The majority of proposed electric power generators in New England are to be fueled by natural gas. However, to date, New England’s electricity markets have not resulted in infrastructure to meet current gas-fired generators’ needs. For example, there is no evidence that any electric power generator in New England has signed a long-term firm contract with a natural gas pipeline based on the current or expected market rules. Indeed, Spectra Energy Corp had to downsize its proposed Algonquin Incremental Market project from the size it initially proposed because only local gas distribution companies – and no merchant electric power generators – signed up for service.

NEPGA pointed to proposed natural gas pipelines as a reason for policymakers to allow the status quo to persist with respect to the electric power system. It is true that local gas distribution companies have agreed to invest in new natural gas pipelines to serve their heating customers. But their investment is required by law to be sized to heating customers’ winter needs, and not more. Moreover, these investments are backed by regulated gas ratepayer commitments, not the merchant activity that is implied by NEPGA’s description.

NEPGA also asserted that natural gas infrastructure bought by local gas companies on behalf of their gas customers will be available on a going forward basis to power generators during the time of year it is most needed by heating customers. There is no reasonable basis for that statement. NEPGA speculates that current pipeline proposals in New England will move forward without state support. For example, however, Spectra and Northeast Utilities’ Access Northeast project contemplates some type of state support to enable investment beyond that by local gas distribution companies. As of this date, material in connection with that proposed project has not stated that it would or could move forward independently.
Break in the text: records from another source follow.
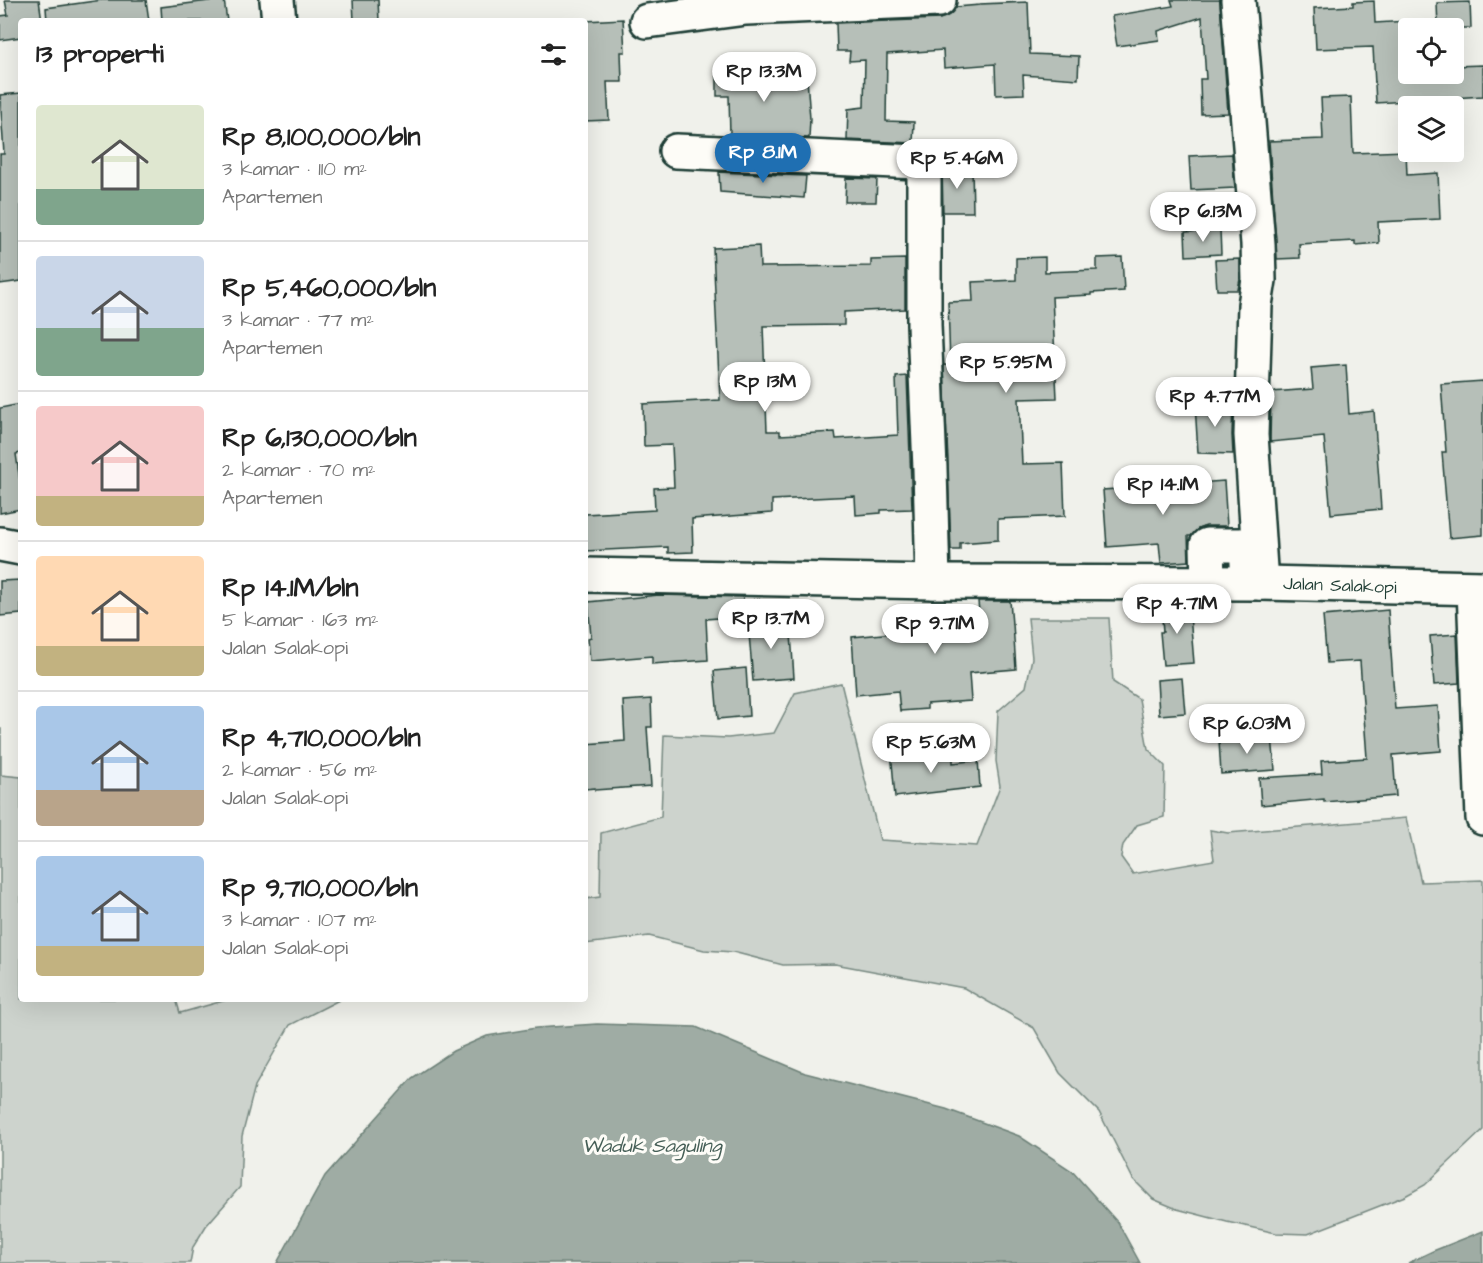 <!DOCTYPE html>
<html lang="id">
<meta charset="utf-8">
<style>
:root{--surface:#fff;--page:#f2f2f2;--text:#222;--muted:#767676;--line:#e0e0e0;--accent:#1f6fb2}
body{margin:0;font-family:"Architects Daughter",sans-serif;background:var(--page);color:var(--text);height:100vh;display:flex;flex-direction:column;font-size:22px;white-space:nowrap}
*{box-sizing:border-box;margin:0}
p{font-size:20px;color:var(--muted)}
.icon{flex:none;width:33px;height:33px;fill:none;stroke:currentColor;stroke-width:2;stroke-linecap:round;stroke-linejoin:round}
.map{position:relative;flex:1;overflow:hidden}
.drawer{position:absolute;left:18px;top:18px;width:570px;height:984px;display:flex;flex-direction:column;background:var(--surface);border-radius:6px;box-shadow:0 6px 24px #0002}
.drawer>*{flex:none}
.fabs{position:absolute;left:1398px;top:18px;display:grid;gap:12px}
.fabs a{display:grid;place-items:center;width:66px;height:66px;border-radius:6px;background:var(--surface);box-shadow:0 6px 24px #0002;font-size:30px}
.price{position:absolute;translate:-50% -51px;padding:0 14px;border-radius:21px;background:#fff;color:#222;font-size:20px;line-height:39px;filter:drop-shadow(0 2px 3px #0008)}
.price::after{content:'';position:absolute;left:50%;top:36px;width:18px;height:14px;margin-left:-9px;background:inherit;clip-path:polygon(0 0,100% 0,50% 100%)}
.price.selected{background:var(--accent);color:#fff}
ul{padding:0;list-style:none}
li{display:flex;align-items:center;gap:18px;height:150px;padding:0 18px}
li+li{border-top:2px solid var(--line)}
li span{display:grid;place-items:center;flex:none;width:168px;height:120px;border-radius:6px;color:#555}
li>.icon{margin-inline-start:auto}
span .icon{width:72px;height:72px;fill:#fffc;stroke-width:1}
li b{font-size:26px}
h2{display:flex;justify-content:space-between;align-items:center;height:72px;padding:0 18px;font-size:26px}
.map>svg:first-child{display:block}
.green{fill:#cdd3cd;stroke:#768880;stroke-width:1.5}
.water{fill:#9faca4;stroke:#6c8077;stroke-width:1.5}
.building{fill:#b6bfb8;stroke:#1f3d34;stroke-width:1.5}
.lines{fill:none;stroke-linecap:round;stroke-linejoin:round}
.minor-casing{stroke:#1f3d34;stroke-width:38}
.minor{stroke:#fdfcf7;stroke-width:33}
.labels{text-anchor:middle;stroke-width:6;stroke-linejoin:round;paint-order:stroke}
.street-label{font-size:18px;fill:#1f3d34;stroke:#fdfcf7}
.water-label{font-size:20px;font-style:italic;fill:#455e56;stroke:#fdfcf7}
</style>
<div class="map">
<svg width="1483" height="1263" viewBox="0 0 1483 1263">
<rect width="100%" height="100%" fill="#f0f1eb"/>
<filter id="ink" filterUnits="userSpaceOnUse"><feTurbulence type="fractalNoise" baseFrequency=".0167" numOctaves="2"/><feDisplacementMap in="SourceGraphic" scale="12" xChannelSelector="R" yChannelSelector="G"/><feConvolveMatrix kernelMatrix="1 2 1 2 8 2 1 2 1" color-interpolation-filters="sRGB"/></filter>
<g filter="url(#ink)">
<g class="green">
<polygon points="1028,618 1109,618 1113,682 1139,699 1148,749 1165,766 1164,817 1137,825 1123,845 1121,857 1133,874 1214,860 1210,830 1228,833 1406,818 1421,882 1483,880 1483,1130 1425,1185 1405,1196 1308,1234 1276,1233 1227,1222 1177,1209 1153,1199 1133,1179 1099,1112 1060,1073 1034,1028 964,988 835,964 783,965 733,952 704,950 649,936 585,944 585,899 600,897 601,833 661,817 664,735 728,738 774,733 795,693 841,683 880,840 977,846 1000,786 996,761 998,711 1026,687 1032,658"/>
<polygon points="0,729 1,729 1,775 21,777 21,999 176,999 180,1013 230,999 341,999 290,1025 255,1086 242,1136 240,1187 206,1226 193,1247 190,1263 0,1263"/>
</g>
<g class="water">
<polygon points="597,1024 696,1027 805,1073 946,1109 1019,1136 1072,1171 1118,1223 1140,1263 277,1263 325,1176 412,1078 453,1051 487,1036 536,1028"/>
<polygon points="1483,1231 1483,1263 1408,1263 1433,1251"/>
</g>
<g class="building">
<polygon points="5,0 39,0 42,21 21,21 21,37 0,40 0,16 8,15"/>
<polygon points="102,0 146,0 149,21 47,21 46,8"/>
<polygon points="217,0 224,0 227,21 162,21 161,7"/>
<polygon points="353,0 378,0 379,21 354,21"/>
<polygon points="1171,0 1220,0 1228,113 1201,114 1200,79 1206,79 1202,17 1158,31 1159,40 1117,46 1112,16 1173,6"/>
<polygon points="1374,1 1375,23 1408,21 1408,74 1454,74 1454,66 1483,65 1483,96 1376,103 1373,47 1316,49 1314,8 1353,6 1353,2"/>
<polygon points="1028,2 1030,54 1079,56 1078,79 1023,75 1024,94 996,95 995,64 944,68 943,50 887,54 886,121 914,122 913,143 847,140 848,109 864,107 865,60 849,61 850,51 837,51 836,23 940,19 949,15 956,7 980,5 980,4"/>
<polygon points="1470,2 1471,28 1438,28 1437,3"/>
<polygon points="623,19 625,52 621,52 622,82 607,82 609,120 585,121 585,21"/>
<polygon points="717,62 752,62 752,84 807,78 810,119 809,138 730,135 729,96 717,96"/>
<polygon points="21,93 21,281 0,284 0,154 4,154 0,95"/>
<polygon points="1351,97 1353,153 1406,151 1407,175 1438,173 1440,219 1378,222 1379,243 1355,245 1355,241 1299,244 1300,258 1277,259 1269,141 1323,139 1321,98"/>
<polygon points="1232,154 1235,188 1191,190 1189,156"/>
<polygon points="942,168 972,168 973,212 943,212"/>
<polygon points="719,172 806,176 804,198 720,192"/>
<polygon points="846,178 877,179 876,202 845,202"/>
<polygon points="1220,230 1221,254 1186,256 1185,232"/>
<polygon points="759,246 760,267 871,266 871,260 905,259 905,309 844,312 844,325 763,326 767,431 780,431 780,435 835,432 836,439 898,435 896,377 907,376 912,509 881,510 881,513 856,515 855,496 772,500 772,513 692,519 693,552 668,553 668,547 585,551 585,514 655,510 654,488 674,487 672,445 644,446 643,404 720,400 713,248"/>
<polygon points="1045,257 1045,272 1097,270 1097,258 1122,257 1124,291 1091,293 1091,295 1052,297 1057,398 1019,399 1022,464 1063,463 1065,516 998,519 998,540 960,543 960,550 951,550 944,365 950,365 948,302 973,301 972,282 1016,280 1016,258"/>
<polygon points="1240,259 1240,279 1238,290 1217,290 1215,260"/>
<polygon points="1346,365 1349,414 1374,411 1381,509 1331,514 1324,437 1270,442 1271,392 1313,389 1311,368"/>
<polygon points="1483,381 1483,535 1449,538 1442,452 1446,452 1441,384"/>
<polygon points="1233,401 1232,435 1233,454 1198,453 1195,404"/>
<polygon points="21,404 21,453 16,454 21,488 21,509 0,513 0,408"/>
<polygon points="1224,481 1227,526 1206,526 1198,529 1191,536 1188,536 1189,561 1161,563 1159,543 1107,547 1103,490"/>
<polygon points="21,580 21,614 0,616 0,581"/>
<polygon points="659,595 743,597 744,616 706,619 708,660 652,664 652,656 590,661 588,638 591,637 588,602"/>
<polygon points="978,601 1010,601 1012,624 1013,624 1016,669 969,673 971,701 927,704 927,709 900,711 898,691 856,695 852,637 893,633 892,619 979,612"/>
<polygon points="1189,603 1194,663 1163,665 1160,632 1163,632 1161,606"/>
<polygon points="1388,610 1395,709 1438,706 1441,751 1393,755 1396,796 1324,802 1324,799 1261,805 1259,778 1322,774 1321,761 1367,758 1360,661 1327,663 1323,616"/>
<polygon points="790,619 794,678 753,681 748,622"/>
<polygon points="1457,634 1459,683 1434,685 1430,636"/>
<polygon points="746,668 749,716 718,719 714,671"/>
<polygon points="1182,678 1185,713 1159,715 1157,680"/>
<polygon points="651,699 652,727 647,727 651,786 595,790 595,788 585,789 585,744 625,741 623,701"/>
<polygon points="1272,736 1275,770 1221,774 1219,741"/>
<polygon points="921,749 922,760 953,757 953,763 978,760 980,787 895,797 891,751"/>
</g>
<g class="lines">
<defs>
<g id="minor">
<polyline points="277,0 279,21"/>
<polyline points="1238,0 1258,244 1259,280 1255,305 1251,435 1261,583"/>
<polyline points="647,21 746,8 939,0"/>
<polyline points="676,151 917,162 922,167 924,175 924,325 930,469 933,582"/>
<polyline points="0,544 21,548"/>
<polyline points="585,575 933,582 1261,583 1483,588"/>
<polyline points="1208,583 1207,545 1246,545 1248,580"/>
<polyline points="1474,589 1483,818"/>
</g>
</defs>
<use href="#minor" class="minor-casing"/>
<use href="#minor" class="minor"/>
</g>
</g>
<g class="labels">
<g class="street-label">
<text transform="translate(1340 585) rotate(2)" y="6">Jalan Salakopi</text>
</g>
<g class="water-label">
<text x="652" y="1152">Waduk Saguling</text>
</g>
</g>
</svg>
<div class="fabs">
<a><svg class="icon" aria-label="locate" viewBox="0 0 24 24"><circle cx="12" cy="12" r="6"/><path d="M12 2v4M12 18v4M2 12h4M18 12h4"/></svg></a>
<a><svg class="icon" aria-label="layers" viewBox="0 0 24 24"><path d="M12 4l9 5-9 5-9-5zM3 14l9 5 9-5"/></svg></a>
</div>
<b class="price" style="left:764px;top:103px">Rp 13.3M</b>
<b class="price selected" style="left:763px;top:184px">Rp 8.1M</b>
<b class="price" style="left:957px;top:190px">Rp 5.46M</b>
<b class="price" style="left:1203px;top:243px">Rp 6.13M</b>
<b class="price" style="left:1006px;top:394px">Rp 5.95M</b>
<b class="price" style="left:765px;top:413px">Rp 13M</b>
<b class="price" style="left:1215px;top:428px">Rp 4.77M</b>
<b class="price" style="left:1163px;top:516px">Rp 14.1M</b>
<b class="price" style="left:1177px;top:635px">Rp 4.71M</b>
<b class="price" style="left:771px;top:650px">Rp 13.7M</b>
<b class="price" style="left:935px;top:655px">Rp 9.71M</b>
<b class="price" style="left:1247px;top:755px">Rp 6.03M</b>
<b class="price" style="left:931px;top:774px">Rp 5.63M</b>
<section class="drawer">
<h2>13 properti<svg class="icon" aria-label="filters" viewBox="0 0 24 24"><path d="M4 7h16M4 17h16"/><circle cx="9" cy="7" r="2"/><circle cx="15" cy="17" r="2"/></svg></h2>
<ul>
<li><span style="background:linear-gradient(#dfe7d0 70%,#7fa58c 0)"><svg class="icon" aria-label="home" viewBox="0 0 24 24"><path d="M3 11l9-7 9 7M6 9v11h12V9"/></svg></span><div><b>Rp 8,100,000/bln</b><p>3 kamar · 110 m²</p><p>Apartemen</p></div></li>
<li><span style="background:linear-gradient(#c9d6e8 60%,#7fa58c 0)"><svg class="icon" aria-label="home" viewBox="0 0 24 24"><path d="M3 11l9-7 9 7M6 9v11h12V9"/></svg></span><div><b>Rp 5,460,000/bln</b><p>3 kamar · 77 m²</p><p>Apartemen</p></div></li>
<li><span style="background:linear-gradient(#f6c9c9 75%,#c2b280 0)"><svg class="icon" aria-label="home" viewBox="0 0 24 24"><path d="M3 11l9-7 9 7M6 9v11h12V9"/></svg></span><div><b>Rp 6,130,000/bln</b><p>2 kamar · 70 m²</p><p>Apartemen</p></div></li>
<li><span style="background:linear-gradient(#ffd9b3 75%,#c2b280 0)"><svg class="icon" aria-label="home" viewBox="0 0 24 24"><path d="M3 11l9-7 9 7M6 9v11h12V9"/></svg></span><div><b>Rp 14.1M/bln</b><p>5 kamar · 163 m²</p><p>Jalan Salakopi</p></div></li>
<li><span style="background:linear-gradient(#a9c7e8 70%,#b9a48a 0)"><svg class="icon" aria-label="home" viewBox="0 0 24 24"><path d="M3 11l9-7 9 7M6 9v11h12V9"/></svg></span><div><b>Rp 4,710,000/bln</b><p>2 kamar · 56 m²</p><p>Jalan Salakopi</p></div></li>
<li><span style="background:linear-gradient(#a9c7e8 75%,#c2b280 0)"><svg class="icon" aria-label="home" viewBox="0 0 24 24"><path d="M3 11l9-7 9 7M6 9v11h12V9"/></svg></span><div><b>Rp 9,710,000/bln</b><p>3 kamar · 107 m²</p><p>Jalan Salakopi</p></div></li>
</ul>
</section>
</div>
Finally, NEPGA encourages policymakers to rely exclusively on wholesale electricity market (high) price signals and reforms to provide consumers relief. Despite many years of conversation about reforming market mechanisms to address infrastructure inadequacies, not on has been proposed that is expected to solve the region’s natural gas constraints. According to ISO-New England’s consultant, the latest capacity market reforms approved by the Federal Energy Regulatory Commission, referred to as Pay-for-Performance, are likely to result in greater use of fuel oil as a back-up fuel source when they are in place a few years from now. At least currently, fuel oil costs about five times what natural gas costs. Fuel oil also has a dirtier emissions profile: its increase use will reverse progress on New England’s environmental objectives.

Indeed, for the second consecutive winter in the context of an emergency program, ISO-New England is investing consumer dollars predominantly in stand-by oil to make sure power generators can operate when needed, even when they cannot access natural gas. The strategy has emissions implications and requires consumers to pay above and beyond market prices, but it may be only a short-term way to help maintain power system stability.